What you produce should match the records below precisely, except that images are removed.

* **Records shown**
-.-.-

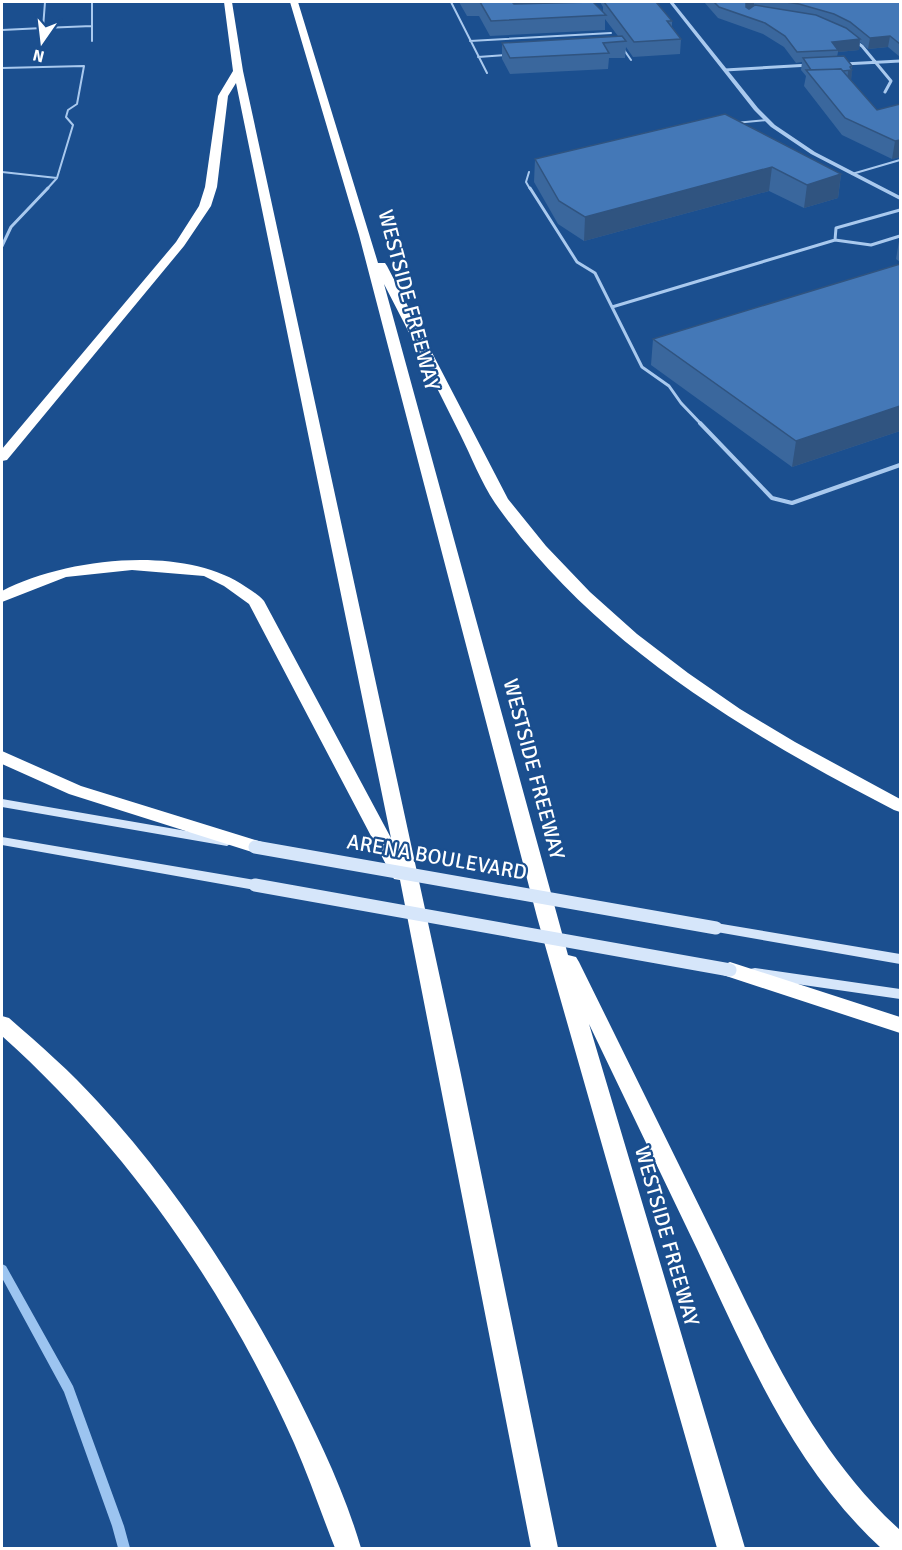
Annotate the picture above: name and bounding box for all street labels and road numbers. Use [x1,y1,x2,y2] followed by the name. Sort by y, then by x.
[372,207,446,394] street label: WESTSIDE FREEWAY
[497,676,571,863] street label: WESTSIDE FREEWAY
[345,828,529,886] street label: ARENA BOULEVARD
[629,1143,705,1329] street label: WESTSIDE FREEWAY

-.-.-

* **Answer to the problem**
Annotate the picture above: name and bounding box for all street labels and road numbers. Use [x1,y1,x2,y2] followed by the name. Sort by y, then by x.
[372,207,446,394] street label: WESTSIDE FREEWAY
[497,676,571,863] street label: WESTSIDE FREEWAY
[345,828,529,886] street label: ARENA BOULEVARD
[629,1143,705,1329] street label: WESTSIDE FREEWAY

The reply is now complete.